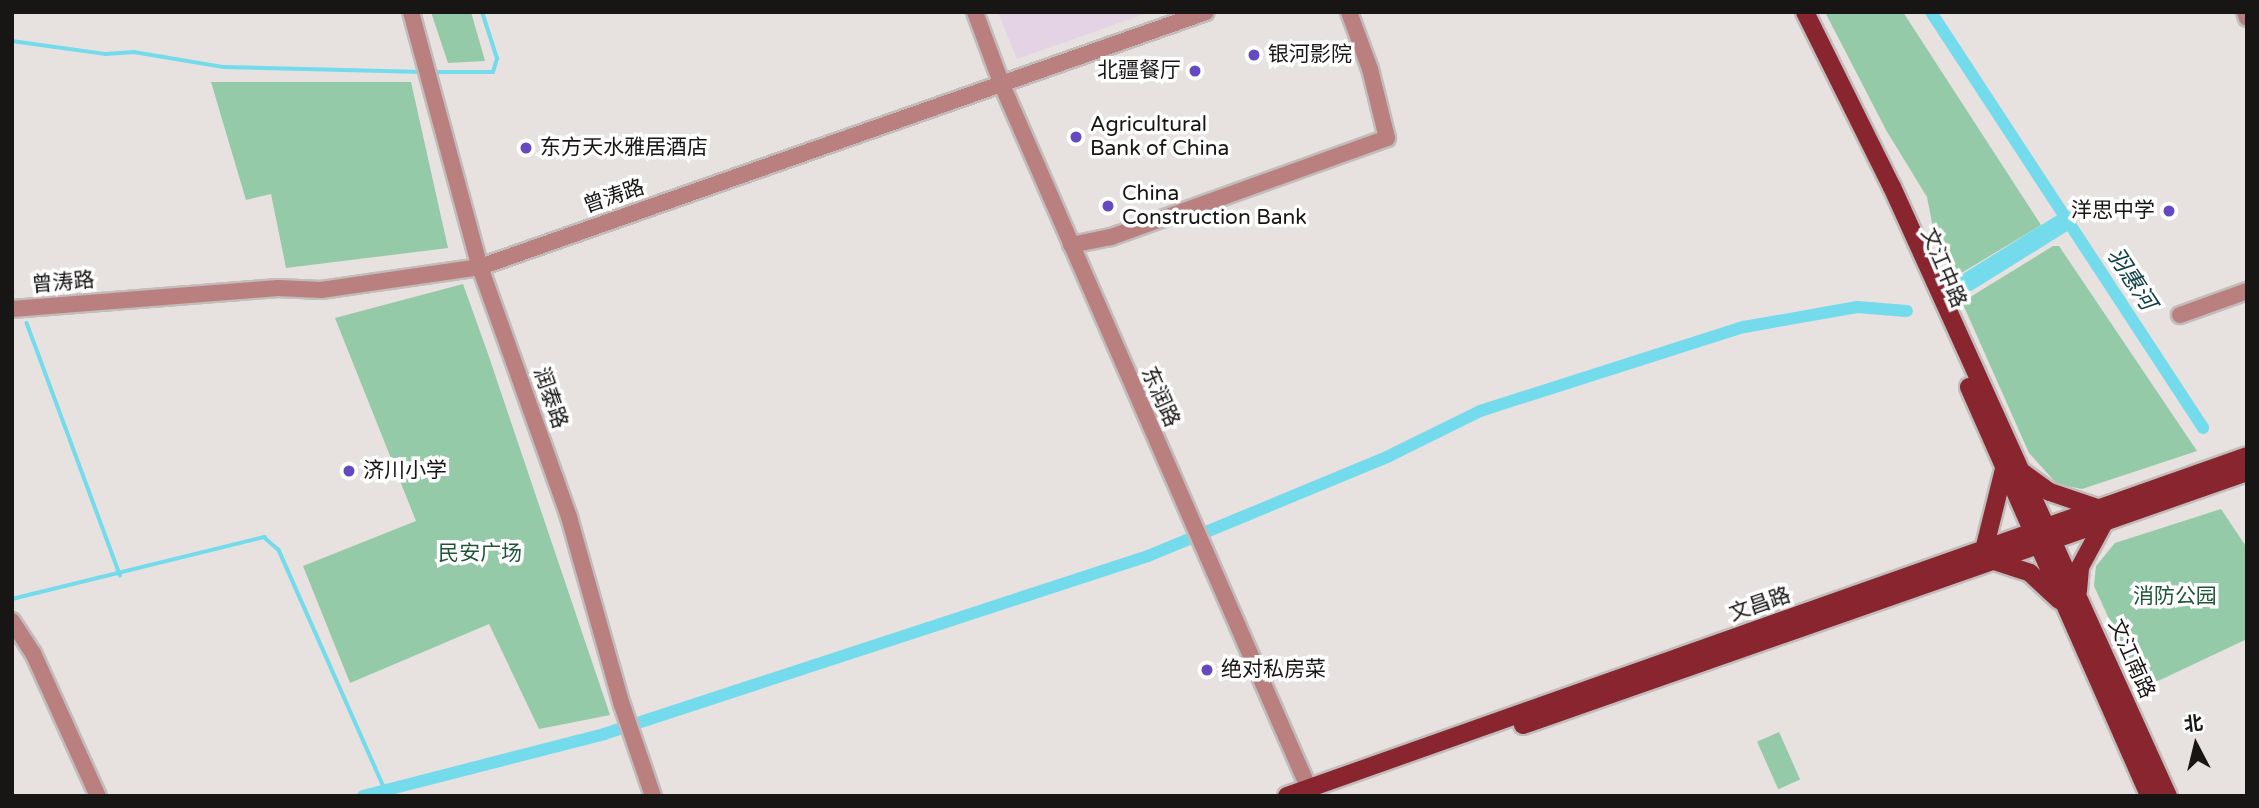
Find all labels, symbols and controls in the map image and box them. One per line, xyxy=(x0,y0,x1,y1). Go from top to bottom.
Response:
place label: 银河影院 xyxy=(1268,42,1352,68)
marker: 银河影院 xyxy=(1246,47,1262,63)
place label: 北疆餐厅 xyxy=(1097,58,1181,84)
marker: 北疆餐厅 xyxy=(1187,63,1203,79)
place label: Agricultural Bank of China xyxy=(1090,112,1229,162)
marker: Agricultural Bank of China xyxy=(1068,129,1084,145)
place label: 东方天水雅居酒店 xyxy=(540,135,708,161)
marker: 东方天水雅居酒店 xyxy=(518,140,534,156)
street label: 曾涛路 xyxy=(580,175,648,219)
place label: China Construction Bank xyxy=(1122,181,1307,231)
marker: China Construction Bank xyxy=(1100,198,1116,214)
place label: 洋思中学 xyxy=(2071,198,2155,224)
marker: 洋思中学 xyxy=(2161,203,2177,219)
street label: 文江中路 xyxy=(1915,224,1971,312)
water label: 羽惠河 xyxy=(2101,243,2161,315)
street label: 曾涛路 xyxy=(31,268,95,298)
street label: 东润路 xyxy=(1136,363,1184,431)
street label: 润泰路 xyxy=(528,364,572,432)
place label: 济川小学 xyxy=(363,458,447,484)
marker: 济川小学 xyxy=(341,463,357,479)
park label: 民安广场 xyxy=(438,541,522,567)
street label: 文昌路 xyxy=(1726,583,1794,627)
park label: 消防公园 xyxy=(2133,584,2217,610)
street label: 文江南路 xyxy=(2102,616,2160,702)
place label: 绝对私房菜 xyxy=(1221,657,1326,683)
marker: 绝对私房菜 xyxy=(1199,662,1215,678)
north arrow xyxy=(2161,710,2231,780)
text: 北 xyxy=(2183,712,2204,736)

TASK TO COMPLETE — Each line of the data must be restated exactly, and the pictures must be left out.

SOLUTION TO THE EXERCISE —
Find all labels, symbols and controls in the map image and box them. One per line, xyxy=(x0,y0,x1,y1). Go from top to bottom.
Response:
place label: 银河影院 xyxy=(1268,42,1352,68)
marker: 银河影院 xyxy=(1246,47,1262,63)
place label: 北疆餐厅 xyxy=(1097,58,1181,84)
marker: 北疆餐厅 xyxy=(1187,63,1203,79)
place label: Agricultural Bank of China xyxy=(1090,112,1229,162)
marker: Agricultural Bank of China xyxy=(1068,129,1084,145)
place label: 东方天水雅居酒店 xyxy=(540,135,708,161)
marker: 东方天水雅居酒店 xyxy=(518,140,534,156)
street label: 曾涛路 xyxy=(580,175,648,219)
place label: China Construction Bank xyxy=(1122,181,1307,231)
marker: China Construction Bank xyxy=(1100,198,1116,214)
place label: 洋思中学 xyxy=(2071,198,2155,224)
marker: 洋思中学 xyxy=(2161,203,2177,219)
street label: 文江中路 xyxy=(1915,224,1971,312)
water label: 羽惠河 xyxy=(2101,243,2161,315)
street label: 曾涛路 xyxy=(31,268,95,298)
street label: 东润路 xyxy=(1136,363,1184,431)
street label: 润泰路 xyxy=(528,364,572,432)
place label: 济川小学 xyxy=(363,458,447,484)
marker: 济川小学 xyxy=(341,463,357,479)
park label: 民安广场 xyxy=(438,541,522,567)
street label: 文昌路 xyxy=(1726,583,1794,627)
park label: 消防公园 xyxy=(2133,584,2217,610)
street label: 文江南路 xyxy=(2102,616,2160,702)
place label: 绝对私房菜 xyxy=(1221,657,1326,683)
marker: 绝对私房菜 xyxy=(1199,662,1215,678)
north arrow xyxy=(2161,710,2231,780)
text: 北 xyxy=(2183,712,2204,736)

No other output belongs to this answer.